Collect all lines below with the string "Building".

- _RECORDS PROVIDED_
• • • • • • •
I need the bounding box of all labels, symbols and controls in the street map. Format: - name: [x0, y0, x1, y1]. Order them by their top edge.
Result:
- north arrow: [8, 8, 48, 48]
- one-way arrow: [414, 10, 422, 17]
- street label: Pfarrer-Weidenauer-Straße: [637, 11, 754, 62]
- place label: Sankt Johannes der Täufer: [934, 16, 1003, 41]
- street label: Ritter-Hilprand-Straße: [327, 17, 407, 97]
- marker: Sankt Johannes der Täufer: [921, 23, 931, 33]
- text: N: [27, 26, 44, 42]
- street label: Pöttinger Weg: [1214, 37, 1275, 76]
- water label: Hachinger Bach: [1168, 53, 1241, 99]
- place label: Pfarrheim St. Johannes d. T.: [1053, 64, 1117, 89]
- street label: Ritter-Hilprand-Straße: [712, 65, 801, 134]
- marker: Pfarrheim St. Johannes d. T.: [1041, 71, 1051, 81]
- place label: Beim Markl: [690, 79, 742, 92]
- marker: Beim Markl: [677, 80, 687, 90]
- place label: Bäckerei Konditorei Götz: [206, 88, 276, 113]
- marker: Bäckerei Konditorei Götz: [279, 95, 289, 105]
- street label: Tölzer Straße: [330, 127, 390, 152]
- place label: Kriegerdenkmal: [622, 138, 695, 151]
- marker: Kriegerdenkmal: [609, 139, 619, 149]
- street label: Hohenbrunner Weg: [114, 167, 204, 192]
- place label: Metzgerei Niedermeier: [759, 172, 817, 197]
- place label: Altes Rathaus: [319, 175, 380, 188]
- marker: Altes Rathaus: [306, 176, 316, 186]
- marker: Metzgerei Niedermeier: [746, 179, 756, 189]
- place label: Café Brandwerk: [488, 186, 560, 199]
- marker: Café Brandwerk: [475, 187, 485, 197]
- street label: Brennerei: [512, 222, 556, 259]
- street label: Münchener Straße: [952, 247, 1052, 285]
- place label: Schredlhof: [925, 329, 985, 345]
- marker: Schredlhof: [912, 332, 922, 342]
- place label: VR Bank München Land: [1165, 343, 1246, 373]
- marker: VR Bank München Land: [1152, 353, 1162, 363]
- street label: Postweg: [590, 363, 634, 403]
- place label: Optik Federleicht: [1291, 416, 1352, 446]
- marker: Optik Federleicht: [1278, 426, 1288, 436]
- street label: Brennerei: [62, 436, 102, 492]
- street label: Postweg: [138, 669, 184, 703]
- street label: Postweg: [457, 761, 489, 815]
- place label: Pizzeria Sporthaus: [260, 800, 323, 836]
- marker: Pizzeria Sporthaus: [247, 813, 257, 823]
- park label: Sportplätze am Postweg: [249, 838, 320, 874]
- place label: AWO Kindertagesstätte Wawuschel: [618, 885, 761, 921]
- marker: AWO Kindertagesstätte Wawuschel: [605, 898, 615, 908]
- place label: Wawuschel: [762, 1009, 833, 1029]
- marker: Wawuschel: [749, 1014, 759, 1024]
• • • • • • •
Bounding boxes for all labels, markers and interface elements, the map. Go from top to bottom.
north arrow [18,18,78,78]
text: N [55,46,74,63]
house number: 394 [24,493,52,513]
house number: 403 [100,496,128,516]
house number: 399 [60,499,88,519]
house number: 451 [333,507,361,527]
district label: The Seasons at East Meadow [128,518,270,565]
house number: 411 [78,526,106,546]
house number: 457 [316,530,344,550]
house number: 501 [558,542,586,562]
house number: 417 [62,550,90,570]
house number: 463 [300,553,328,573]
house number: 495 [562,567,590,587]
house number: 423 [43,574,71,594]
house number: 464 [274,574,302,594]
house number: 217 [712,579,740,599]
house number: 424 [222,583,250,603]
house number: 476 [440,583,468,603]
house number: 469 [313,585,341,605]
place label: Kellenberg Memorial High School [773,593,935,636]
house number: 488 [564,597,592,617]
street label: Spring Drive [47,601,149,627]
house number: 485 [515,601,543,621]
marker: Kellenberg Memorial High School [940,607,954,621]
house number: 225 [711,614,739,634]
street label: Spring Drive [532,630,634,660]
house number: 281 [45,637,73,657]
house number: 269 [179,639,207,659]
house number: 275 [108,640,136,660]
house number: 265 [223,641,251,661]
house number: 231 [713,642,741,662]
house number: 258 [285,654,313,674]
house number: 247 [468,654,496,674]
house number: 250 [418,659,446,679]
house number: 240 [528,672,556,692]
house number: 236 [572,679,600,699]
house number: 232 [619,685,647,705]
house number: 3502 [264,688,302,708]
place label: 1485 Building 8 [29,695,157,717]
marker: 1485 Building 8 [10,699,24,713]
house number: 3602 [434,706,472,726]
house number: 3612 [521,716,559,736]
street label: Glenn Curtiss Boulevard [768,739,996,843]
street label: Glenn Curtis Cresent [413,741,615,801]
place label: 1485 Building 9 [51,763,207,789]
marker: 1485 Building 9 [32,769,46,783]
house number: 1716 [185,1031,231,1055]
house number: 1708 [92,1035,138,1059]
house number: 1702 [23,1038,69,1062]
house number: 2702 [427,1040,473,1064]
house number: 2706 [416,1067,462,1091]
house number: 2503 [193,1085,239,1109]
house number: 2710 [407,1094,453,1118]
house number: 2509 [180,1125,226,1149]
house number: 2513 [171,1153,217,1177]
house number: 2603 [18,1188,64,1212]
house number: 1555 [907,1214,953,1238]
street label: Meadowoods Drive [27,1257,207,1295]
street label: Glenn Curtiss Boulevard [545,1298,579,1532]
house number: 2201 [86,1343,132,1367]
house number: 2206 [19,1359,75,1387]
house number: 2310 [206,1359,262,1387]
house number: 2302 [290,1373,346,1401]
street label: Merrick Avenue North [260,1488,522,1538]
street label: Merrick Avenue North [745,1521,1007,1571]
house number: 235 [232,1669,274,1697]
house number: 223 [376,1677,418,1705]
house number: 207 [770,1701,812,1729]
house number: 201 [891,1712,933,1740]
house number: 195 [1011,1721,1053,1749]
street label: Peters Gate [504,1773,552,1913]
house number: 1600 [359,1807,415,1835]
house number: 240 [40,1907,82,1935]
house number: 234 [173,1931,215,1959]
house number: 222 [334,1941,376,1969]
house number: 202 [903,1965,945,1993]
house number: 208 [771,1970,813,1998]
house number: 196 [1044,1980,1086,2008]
• • • • • • •
- _SOLUTION TO THE PROBLEM_
place label: 1485 Building 8 [29,695,157,717]
marker: 1485 Building 8 [10,699,24,713]
place label: 1485 Building 9 [51,763,207,789]
marker: 1485 Building 9 [32,769,46,783]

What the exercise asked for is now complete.